The combination of intermittent fasting and the right kind of diet works fine but not in isolation.
It requires discipline. Each day presents your body with a different dietary challenge. For example, your body will require more energy on the days you go for a hike so consuming a high carb diet may be useful. If in the process of hiking you sustain an injury, your body will require more protein and vitamin-rich diet to help repair itself.
For some, the results from fasting manifest quickly while for others, it may take longer. Consistency is key. Taking ‘before and after’ pictures also help you see the results you feel are nonexistent.
Now, anyone can lose weight if they alter their diet and exercise wittingly. But then again, not all exercise works in the same way. Depending on your goal, you can be rest assured weight training doesn’t provide the results as marathons or squats for hips – yet, they are all termed exercise!
In addition to this, exercise or physical activity is ideal for healthy living but you do not have to increase your activity to the point of exhaustion, just to burn body fat!
Don’t give up!
Without mincing words, intermittent fasting is your best shot. How it works is simply logical. The balance of calories your body stores and burns is tied to your genetic makeup but your level of physical activity (passive or active), and the amount of energy you expend while at rest would gradually make your body burn the desired weight.

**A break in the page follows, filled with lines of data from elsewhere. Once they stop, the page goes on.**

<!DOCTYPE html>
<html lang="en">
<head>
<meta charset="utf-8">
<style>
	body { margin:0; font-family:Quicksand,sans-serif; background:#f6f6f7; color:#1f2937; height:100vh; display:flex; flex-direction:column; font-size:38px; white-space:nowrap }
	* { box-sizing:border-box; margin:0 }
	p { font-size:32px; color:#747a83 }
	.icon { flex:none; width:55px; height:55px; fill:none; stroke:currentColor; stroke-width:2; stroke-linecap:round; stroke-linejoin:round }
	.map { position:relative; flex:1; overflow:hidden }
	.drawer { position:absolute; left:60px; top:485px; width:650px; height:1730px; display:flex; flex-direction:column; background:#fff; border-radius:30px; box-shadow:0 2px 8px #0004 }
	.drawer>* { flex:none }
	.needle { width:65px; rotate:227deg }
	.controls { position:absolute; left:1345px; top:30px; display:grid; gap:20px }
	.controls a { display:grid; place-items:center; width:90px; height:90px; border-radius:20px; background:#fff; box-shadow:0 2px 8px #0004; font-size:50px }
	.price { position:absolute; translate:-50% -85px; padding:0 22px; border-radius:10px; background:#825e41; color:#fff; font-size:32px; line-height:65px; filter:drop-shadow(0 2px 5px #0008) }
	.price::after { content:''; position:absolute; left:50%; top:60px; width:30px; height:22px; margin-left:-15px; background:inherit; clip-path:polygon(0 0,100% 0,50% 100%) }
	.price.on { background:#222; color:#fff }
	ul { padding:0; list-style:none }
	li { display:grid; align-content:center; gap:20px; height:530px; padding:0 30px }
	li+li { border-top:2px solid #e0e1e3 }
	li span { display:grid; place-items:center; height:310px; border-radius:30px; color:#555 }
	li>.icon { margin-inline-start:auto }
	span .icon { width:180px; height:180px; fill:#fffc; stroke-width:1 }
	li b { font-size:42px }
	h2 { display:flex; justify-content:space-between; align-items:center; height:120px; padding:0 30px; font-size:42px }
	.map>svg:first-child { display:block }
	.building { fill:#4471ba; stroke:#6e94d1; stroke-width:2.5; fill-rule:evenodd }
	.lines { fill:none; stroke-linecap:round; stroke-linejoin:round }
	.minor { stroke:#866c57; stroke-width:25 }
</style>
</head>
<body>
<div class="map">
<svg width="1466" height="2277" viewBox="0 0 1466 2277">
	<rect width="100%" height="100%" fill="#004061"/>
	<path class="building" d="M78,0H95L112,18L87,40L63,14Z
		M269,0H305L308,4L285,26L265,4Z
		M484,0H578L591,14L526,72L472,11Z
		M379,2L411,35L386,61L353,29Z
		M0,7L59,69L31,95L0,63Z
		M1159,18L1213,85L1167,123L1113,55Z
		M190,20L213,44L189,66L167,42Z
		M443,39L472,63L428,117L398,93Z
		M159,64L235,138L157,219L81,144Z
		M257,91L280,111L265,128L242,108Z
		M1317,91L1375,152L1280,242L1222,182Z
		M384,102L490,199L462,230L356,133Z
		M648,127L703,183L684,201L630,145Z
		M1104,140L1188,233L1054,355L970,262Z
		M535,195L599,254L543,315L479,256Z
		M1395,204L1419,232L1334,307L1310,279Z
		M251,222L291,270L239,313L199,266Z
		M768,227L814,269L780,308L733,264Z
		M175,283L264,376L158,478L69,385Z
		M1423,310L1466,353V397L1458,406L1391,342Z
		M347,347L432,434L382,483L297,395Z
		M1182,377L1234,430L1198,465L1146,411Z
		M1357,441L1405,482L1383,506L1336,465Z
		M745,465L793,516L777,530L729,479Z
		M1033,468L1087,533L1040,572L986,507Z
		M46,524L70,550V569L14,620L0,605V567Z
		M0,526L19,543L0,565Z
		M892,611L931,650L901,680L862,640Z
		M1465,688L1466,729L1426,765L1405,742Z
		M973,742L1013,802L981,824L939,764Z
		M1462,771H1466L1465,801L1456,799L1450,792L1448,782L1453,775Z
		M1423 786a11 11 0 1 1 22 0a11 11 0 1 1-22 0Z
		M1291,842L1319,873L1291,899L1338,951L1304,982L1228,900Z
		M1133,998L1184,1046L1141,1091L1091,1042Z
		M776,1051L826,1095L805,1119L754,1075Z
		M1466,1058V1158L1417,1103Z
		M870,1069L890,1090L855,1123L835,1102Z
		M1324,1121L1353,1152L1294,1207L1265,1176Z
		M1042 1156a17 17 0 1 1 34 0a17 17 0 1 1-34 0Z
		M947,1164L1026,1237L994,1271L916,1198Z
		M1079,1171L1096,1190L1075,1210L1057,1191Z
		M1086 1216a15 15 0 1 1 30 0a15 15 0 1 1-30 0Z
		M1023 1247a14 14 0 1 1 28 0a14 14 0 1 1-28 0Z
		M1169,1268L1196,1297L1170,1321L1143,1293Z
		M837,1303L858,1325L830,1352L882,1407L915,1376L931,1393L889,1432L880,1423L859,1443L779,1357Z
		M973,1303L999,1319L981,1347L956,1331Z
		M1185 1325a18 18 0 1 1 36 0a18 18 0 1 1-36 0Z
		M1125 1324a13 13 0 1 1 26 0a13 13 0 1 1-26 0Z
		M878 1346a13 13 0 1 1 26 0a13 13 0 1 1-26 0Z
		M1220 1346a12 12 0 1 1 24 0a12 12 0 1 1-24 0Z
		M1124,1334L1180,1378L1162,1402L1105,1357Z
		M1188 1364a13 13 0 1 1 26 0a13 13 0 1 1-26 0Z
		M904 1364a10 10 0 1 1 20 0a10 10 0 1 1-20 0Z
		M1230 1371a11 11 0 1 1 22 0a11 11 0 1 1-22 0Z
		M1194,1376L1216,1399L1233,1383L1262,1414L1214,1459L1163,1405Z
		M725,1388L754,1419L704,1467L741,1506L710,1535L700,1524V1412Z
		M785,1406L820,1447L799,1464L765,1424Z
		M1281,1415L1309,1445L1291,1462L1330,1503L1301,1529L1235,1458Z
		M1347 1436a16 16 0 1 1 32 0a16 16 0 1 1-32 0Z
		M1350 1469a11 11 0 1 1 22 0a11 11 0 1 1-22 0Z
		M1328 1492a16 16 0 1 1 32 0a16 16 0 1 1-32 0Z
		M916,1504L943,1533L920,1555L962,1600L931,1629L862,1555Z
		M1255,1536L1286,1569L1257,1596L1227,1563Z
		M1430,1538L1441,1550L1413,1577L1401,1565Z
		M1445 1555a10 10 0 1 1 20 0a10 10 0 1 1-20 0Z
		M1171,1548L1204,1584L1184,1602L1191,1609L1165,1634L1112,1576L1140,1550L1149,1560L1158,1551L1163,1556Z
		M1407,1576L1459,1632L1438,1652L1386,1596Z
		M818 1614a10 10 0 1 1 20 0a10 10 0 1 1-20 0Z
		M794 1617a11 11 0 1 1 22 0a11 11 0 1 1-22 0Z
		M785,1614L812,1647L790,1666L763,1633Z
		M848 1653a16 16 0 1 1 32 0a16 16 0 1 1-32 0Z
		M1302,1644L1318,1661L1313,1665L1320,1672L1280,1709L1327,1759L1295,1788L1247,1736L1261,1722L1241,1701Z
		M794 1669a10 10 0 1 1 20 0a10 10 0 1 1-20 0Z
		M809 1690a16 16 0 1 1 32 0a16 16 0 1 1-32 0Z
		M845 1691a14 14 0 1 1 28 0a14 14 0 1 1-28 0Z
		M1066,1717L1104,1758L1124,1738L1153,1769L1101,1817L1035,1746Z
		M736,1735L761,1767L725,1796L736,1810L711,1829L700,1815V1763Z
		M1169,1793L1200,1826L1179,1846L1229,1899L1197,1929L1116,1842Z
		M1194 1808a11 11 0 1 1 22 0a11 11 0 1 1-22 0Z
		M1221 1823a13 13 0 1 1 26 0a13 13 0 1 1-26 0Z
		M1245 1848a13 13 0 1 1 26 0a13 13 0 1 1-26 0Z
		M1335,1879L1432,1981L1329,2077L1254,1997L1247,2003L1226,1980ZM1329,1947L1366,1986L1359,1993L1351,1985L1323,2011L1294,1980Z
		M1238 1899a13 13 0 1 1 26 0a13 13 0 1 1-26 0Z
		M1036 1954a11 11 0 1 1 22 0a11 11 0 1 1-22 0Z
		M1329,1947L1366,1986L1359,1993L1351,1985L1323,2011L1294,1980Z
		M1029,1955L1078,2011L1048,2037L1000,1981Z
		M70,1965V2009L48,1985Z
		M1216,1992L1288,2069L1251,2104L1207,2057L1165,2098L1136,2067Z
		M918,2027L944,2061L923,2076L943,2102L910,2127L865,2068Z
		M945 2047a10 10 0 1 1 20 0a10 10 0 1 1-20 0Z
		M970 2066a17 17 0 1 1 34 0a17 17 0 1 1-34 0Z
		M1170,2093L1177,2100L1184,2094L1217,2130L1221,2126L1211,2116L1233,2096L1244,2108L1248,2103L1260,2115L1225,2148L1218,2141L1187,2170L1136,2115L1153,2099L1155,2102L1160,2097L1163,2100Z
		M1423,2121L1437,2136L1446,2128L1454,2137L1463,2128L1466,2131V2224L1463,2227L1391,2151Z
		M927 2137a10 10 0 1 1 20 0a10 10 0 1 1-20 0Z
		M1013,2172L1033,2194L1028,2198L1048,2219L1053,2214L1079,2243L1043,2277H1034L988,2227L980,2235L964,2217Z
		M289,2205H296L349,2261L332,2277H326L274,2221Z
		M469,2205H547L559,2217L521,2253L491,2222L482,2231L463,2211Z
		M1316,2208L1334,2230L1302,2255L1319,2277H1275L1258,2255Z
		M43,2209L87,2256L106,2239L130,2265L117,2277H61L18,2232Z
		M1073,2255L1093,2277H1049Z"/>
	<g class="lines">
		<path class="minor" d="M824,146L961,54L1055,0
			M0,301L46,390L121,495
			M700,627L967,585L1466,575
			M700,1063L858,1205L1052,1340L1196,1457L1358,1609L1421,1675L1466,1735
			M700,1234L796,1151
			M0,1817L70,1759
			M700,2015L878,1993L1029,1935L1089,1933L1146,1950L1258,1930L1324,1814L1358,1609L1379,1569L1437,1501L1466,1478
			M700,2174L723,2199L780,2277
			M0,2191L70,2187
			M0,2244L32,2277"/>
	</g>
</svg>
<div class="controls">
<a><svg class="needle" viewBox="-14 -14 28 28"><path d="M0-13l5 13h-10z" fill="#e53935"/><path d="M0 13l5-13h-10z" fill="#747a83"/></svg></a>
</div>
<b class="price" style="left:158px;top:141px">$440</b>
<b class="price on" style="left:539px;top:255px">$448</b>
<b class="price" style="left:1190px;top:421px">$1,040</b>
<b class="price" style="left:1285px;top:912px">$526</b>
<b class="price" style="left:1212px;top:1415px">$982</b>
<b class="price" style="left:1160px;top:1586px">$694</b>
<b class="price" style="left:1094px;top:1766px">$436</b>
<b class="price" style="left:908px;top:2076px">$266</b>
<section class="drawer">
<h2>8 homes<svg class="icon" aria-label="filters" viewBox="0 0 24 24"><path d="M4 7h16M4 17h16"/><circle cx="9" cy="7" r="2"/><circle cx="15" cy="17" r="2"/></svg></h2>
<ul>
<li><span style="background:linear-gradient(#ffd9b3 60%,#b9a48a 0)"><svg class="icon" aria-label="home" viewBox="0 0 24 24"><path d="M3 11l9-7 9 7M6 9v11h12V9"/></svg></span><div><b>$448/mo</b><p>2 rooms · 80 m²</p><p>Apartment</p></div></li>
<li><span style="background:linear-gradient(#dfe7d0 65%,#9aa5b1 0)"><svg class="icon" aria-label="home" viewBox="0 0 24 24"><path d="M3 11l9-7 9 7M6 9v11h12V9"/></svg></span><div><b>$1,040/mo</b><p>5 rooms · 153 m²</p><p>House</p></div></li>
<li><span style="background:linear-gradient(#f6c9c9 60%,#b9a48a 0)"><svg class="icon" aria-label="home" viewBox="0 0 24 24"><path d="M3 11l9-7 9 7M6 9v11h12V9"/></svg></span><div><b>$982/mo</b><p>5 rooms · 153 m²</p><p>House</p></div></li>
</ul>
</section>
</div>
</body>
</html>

It gets a little rusty and uncomfortable in the beginning. Most beginners are likely to feel uncomfortable, but in hindsight, its the best, most affordable, and most effective way to lose weight.
Intermittent fasting is easy and cheap because you do less cooking. You are also less tempted and don’t require calorie-controlled meals, supplements, or shakes. It eliminates many diseases. Fasting properly practiced is one way to allow the body to cleanse and eliminate toxins.